= Harvard Choruses =

The Harvard Choruses are three choral ensembles at Harvard University, consisting of the Harvard Glee Club, the Radcliffe Choral Society, and the Harvard-Radcliffe Collegium Musicum (respectively tenor/bass, soprano/alto, and mixed choruses). Often, the three Harvard Choruses combine to perform a large choral-orchestral work.

The Harvard-Radcliffe Chorus is an adjunct member, consisting of both Harvard students and members of the broader community, and serving in part as a training chorus for the other groups.

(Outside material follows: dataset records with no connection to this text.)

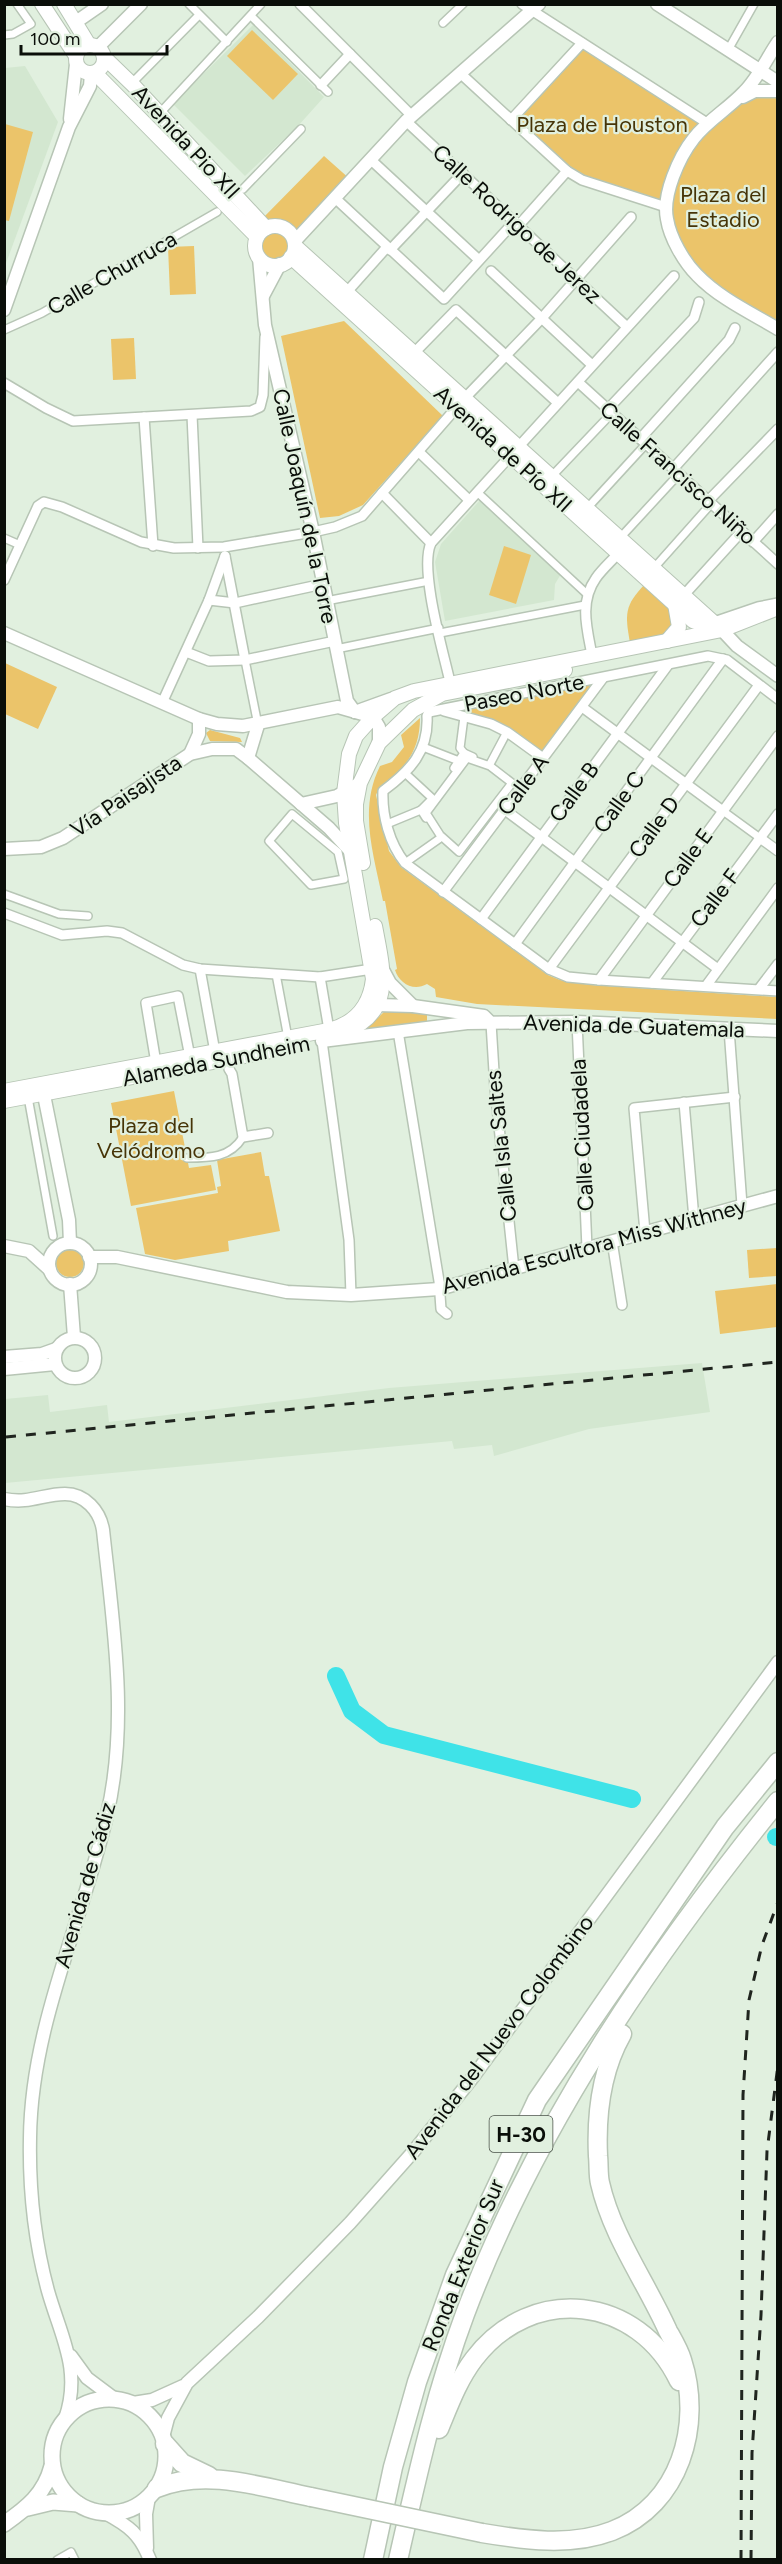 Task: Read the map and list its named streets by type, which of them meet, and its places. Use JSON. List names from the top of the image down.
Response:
{
  "streets": {
    "highway": ["H-30", "Ronda Exterior Sur"],
    "main road": ["Avenida Pio XII", "Avenida de Pío XII", "Alameda Sundheim"],
    "street": [
      "Calle Rodrigo de Jerez",
      "Calle Churruca",
      "Calle Francisco Niño",
      "Calle Joaquín de la Torre",
      "Paseo Norte",
      "Calle A",
      "Calle B",
      "Vía Paisajista",
      "Calle C",
      "Calle D",
      "Calle E",
      "Calle F",
      "Avenida de Guatemala",
      "Calle Ciudadela",
      "Calle Isla Saltes",
      "Avenida Escultora Miss Withney",
      "Avenida de Cádiz",
      "Avenida del Nuevo Colombino"
    ]
  },
  "crossings": [
    ["Avenida Pio XII", "Avenida de Pío XII"],
    ["Avenida Pio XII", "Calle Joaquín de la Torre"],
    ["Avenida de Pío XII", "Calle Joaquín de la Torre"],
    ["Paseo Norte", "Calle A"],
    ["Paseo Norte", "Calle B"],
    ["Paseo Norte", "Calle C"],
    ["Paseo Norte", "Calle D"],
    ["Paseo Norte", "Calle E"],
    ["Paseo Norte", "Calle F"],
    ["Avenida de Guatemala", "Alameda Sundheim"],
    ["Avenida de Guatemala", "Calle Ciudadela"],
    ["Avenida de Guatemala", "Calle Isla Saltes"],
    ["Calle Ciudadela", "Avenida Escultora Miss Withney"],
    ["Calle Isla Saltes", "Avenida Escultora Miss Withney"],
    ["Avenida de Cádiz", "Avenida del Nuevo Colombino"]
  ],
  "parks": ["Plaza de Houston", "Plaza del Estadio", "Plaza del Velódromo"],
  "scale_bar": "100 m"
} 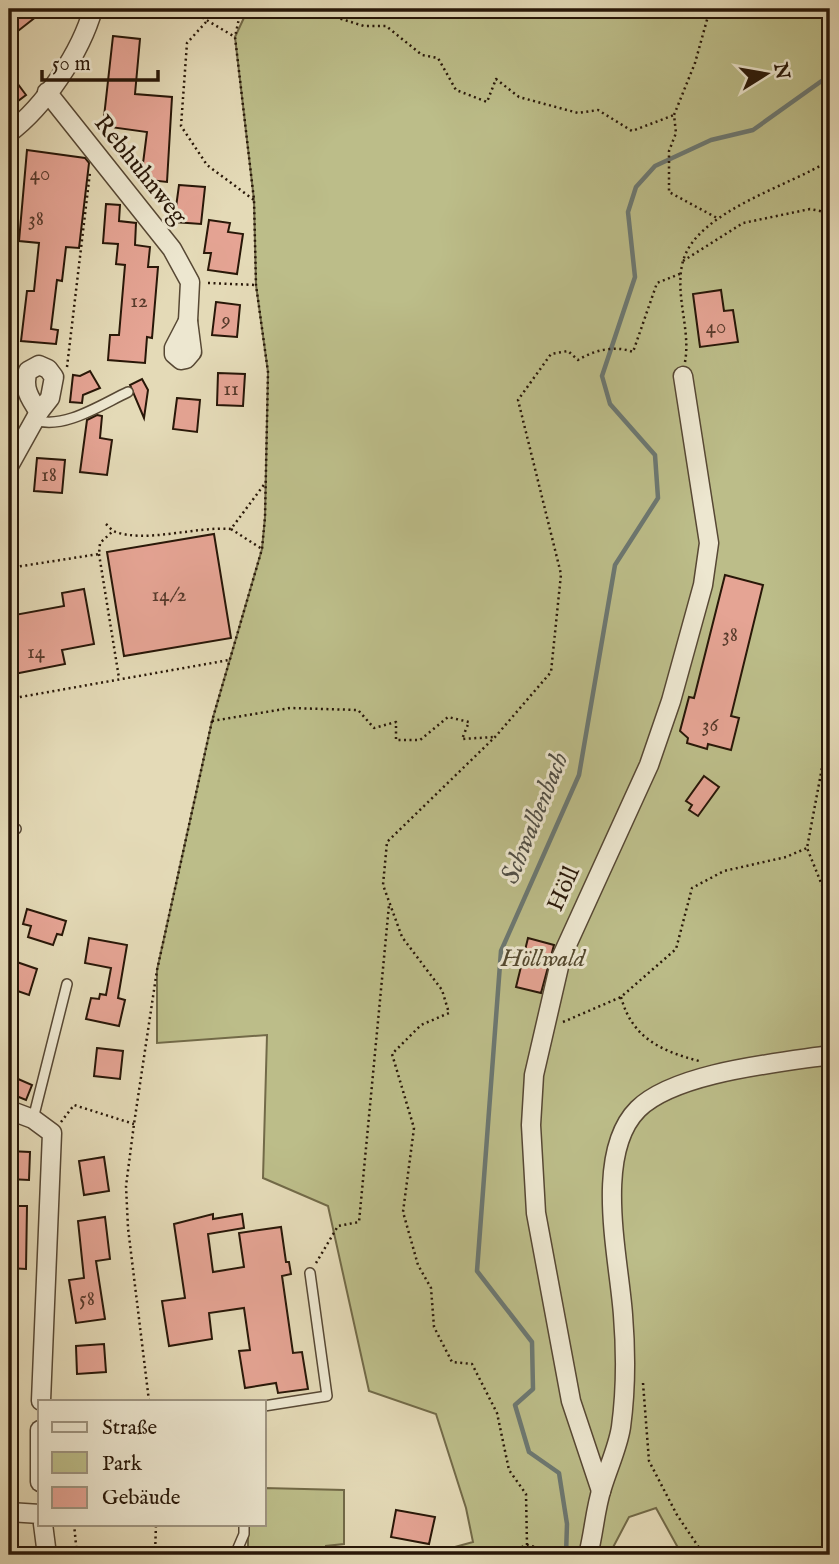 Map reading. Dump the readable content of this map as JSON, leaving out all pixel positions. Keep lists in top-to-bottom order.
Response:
{
  "streets": {
    "street": ["Rebhuhnweg", "Höll"]
  },
  "water": ["Schwalbenbach"],
  "parks": ["Höllwald"],
  "house_numbers": [
    "40",
    "38",
    "12",
    "9",
    "40",
    "11",
    "18",
    "14/2",
    "38",
    "14",
    "36",
    "58"
  ],
  "legend": ["Straße", "Park", "Gebäude"],
  "scale_bar": "50 m",
  "north": "right"
}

The Harvard Choruses are under the direction of Harvard's director of choral activities, Andrew Clark.

== History ==
The all-male Harvard Glee-Club, the oldest collegiate choir in America, was established in 1858 by the president of Harvard's Pierian Sodality and several of their college friends. Archibald T. Davison was the Glee Club's first conductor and he served as choirmaster there before joining the Harvard Music Department in 1910. The members, a combination of undergraduate and graduate level students, are known for singing the Harvard fight songs at university events. In 1899 the Radcliffe Choral Society was established as a treble choral ensemble. More recently came the Harvard-Radcliffe Collegium Musicum, which boasts the only SATB membership of the three groups, and focuses primarily on early-Renaissance music.

Until 2016, the Harvard Choruses were commonly known as the Holden Choruses or Holden Chapel Choirs, names derived from the choirs' original rehearsal and office space at Holden Chapel in Harvard Yard.